### TASK STATEMENT
In the records below, find each line with the word "river" and copy it.

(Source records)
|---|

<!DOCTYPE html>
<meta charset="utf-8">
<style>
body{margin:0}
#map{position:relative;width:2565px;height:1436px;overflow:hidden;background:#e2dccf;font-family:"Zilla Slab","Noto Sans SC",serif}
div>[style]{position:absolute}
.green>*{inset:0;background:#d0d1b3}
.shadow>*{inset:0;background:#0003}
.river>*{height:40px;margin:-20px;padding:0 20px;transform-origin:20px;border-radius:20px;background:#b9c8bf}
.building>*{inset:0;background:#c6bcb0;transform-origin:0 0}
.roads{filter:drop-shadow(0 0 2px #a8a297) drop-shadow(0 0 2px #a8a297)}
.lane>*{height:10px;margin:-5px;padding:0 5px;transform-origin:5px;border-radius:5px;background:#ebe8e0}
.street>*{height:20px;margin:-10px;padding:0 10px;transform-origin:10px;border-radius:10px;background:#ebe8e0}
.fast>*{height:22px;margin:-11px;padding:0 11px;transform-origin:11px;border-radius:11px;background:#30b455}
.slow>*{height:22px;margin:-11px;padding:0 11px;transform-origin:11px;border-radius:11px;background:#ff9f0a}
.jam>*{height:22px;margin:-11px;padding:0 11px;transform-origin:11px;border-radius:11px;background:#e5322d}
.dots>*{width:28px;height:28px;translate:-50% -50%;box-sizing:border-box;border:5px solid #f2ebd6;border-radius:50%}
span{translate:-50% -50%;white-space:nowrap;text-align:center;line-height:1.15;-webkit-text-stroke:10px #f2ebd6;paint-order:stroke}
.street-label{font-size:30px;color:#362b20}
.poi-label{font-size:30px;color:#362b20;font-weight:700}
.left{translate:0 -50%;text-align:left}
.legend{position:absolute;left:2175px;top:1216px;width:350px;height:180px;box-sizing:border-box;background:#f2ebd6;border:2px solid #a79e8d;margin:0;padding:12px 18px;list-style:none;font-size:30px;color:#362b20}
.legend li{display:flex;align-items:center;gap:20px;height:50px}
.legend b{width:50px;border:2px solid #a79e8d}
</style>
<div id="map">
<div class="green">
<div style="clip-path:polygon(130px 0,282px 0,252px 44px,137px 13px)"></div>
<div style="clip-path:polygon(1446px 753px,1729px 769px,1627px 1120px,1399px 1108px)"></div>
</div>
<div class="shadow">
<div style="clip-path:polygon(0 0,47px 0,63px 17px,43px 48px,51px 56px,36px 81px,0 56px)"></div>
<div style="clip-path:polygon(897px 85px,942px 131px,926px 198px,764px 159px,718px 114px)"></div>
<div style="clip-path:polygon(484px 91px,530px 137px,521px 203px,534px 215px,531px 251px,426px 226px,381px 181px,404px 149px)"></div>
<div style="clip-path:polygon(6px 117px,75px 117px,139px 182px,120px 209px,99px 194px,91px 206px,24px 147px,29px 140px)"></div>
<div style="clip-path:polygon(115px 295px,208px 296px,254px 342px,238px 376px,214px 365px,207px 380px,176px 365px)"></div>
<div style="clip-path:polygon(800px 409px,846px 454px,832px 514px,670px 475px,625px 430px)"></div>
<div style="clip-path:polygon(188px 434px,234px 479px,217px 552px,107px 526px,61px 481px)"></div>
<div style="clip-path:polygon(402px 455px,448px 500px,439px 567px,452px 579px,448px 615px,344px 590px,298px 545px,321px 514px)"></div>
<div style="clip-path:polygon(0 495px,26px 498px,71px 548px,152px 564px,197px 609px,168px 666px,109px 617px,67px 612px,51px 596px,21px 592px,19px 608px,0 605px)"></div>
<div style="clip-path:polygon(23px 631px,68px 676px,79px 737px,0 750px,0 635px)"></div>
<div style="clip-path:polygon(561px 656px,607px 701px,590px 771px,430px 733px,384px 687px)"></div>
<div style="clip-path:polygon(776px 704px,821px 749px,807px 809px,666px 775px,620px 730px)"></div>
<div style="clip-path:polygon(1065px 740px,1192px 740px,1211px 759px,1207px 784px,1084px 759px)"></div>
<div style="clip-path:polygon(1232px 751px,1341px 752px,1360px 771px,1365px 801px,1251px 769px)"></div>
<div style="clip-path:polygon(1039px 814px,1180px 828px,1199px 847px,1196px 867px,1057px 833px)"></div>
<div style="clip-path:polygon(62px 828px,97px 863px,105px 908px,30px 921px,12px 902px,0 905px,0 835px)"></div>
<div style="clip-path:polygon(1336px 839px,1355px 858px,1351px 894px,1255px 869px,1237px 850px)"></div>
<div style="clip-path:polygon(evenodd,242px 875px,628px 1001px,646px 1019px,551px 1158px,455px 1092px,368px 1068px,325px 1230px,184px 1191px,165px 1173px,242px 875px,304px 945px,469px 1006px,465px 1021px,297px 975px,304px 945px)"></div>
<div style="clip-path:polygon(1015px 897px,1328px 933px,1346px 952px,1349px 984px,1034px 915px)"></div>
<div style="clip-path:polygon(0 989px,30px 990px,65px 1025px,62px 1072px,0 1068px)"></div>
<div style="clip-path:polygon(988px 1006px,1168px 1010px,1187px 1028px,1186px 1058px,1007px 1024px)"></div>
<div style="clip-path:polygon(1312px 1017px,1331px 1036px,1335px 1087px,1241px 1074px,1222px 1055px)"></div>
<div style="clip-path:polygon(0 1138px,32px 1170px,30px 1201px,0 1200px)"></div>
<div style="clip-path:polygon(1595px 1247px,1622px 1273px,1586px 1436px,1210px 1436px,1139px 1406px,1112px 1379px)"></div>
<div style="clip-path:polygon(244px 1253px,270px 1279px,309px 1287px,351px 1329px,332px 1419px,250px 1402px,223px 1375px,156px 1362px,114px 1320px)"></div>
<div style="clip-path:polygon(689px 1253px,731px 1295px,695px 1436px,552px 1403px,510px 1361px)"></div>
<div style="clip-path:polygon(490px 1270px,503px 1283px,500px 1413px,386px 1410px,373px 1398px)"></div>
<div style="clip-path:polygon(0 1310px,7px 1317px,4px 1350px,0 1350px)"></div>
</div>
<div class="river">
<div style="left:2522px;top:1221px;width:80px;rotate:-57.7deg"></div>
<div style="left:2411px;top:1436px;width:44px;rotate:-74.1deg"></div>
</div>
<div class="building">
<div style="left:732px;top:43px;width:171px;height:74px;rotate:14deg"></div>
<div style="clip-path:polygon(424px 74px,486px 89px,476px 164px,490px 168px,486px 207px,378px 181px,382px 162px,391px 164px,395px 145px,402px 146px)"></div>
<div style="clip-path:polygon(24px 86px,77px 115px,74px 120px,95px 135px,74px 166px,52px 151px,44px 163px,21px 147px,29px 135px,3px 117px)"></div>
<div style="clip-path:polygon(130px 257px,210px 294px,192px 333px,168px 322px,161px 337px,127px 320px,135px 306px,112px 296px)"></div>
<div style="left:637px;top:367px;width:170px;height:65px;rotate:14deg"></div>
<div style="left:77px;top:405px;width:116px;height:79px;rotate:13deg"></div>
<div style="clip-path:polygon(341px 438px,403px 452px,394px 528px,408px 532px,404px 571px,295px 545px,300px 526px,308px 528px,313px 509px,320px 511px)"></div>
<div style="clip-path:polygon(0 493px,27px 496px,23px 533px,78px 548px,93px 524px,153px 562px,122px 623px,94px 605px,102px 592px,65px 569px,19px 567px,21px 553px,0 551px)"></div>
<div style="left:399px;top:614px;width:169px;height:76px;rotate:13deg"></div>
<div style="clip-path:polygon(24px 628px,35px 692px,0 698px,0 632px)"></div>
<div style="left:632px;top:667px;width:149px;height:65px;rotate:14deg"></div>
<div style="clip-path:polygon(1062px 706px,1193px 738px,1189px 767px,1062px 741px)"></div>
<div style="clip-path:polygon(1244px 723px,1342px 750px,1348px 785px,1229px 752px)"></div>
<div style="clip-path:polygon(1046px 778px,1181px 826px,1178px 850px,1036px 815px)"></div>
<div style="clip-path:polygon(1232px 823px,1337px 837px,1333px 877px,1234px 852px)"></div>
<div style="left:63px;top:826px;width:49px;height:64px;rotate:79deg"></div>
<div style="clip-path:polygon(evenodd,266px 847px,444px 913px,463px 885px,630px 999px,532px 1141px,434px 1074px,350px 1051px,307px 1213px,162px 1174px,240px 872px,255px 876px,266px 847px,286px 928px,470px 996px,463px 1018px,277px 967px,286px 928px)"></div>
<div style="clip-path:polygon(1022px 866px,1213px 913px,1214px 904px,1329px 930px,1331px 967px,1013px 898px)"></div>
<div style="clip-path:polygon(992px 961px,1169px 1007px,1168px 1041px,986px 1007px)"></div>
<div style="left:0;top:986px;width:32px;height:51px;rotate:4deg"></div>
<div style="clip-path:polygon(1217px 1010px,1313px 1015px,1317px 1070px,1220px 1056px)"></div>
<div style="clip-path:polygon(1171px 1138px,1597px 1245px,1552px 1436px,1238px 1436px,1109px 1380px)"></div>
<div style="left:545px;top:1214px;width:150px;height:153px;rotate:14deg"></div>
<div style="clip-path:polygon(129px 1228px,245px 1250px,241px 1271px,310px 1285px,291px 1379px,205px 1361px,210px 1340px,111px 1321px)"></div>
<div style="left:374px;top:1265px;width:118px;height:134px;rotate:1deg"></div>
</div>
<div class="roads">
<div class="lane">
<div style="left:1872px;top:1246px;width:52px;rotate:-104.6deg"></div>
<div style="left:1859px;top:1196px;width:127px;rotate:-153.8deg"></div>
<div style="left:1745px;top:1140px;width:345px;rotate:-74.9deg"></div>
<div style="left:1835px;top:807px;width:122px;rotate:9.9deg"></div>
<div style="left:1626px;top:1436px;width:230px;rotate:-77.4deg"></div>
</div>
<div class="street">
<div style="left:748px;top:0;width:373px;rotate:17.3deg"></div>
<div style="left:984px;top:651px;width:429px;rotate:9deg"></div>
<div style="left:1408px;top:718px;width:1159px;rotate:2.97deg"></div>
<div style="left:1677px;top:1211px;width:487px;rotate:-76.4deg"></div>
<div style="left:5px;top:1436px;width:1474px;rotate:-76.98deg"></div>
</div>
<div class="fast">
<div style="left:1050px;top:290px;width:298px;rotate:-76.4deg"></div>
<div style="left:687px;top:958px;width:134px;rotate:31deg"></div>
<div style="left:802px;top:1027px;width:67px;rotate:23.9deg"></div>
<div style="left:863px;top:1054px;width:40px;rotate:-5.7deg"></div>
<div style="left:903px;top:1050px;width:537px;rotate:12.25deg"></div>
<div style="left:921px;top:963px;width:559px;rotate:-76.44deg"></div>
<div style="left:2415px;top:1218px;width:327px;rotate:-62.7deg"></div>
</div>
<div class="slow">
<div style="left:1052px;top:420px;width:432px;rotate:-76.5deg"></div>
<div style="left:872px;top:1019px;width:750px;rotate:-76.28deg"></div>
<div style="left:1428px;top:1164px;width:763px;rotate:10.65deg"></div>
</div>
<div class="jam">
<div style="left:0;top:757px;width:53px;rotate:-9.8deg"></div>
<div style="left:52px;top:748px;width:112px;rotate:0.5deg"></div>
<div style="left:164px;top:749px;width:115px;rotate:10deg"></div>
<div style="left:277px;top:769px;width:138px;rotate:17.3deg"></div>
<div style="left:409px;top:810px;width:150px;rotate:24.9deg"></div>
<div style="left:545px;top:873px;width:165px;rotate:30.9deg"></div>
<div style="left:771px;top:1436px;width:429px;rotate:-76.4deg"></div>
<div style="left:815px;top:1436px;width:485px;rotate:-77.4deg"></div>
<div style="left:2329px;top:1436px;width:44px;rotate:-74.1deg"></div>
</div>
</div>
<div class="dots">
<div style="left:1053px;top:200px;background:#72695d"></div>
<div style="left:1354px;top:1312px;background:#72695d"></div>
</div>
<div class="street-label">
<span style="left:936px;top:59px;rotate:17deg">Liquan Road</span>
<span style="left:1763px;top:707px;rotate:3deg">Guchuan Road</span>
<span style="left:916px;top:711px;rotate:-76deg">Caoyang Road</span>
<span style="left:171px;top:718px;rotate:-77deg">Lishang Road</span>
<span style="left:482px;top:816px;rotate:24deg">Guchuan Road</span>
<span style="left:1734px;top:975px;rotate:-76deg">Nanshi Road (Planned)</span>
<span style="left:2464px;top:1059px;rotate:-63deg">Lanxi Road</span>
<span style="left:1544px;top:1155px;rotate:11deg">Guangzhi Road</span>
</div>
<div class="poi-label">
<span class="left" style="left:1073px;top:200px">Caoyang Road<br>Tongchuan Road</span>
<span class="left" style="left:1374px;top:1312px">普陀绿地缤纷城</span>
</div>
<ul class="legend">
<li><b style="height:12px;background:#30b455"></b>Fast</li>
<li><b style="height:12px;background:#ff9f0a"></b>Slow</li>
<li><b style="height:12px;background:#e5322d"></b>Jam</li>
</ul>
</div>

|---|

### SOLUTION TO THIS EXERCISE
.river>*{height:40px;margin:-20px;padding:0 20px;transform-origin:20px;border-radius:20px;background:#b9c8bf}
<div class="river">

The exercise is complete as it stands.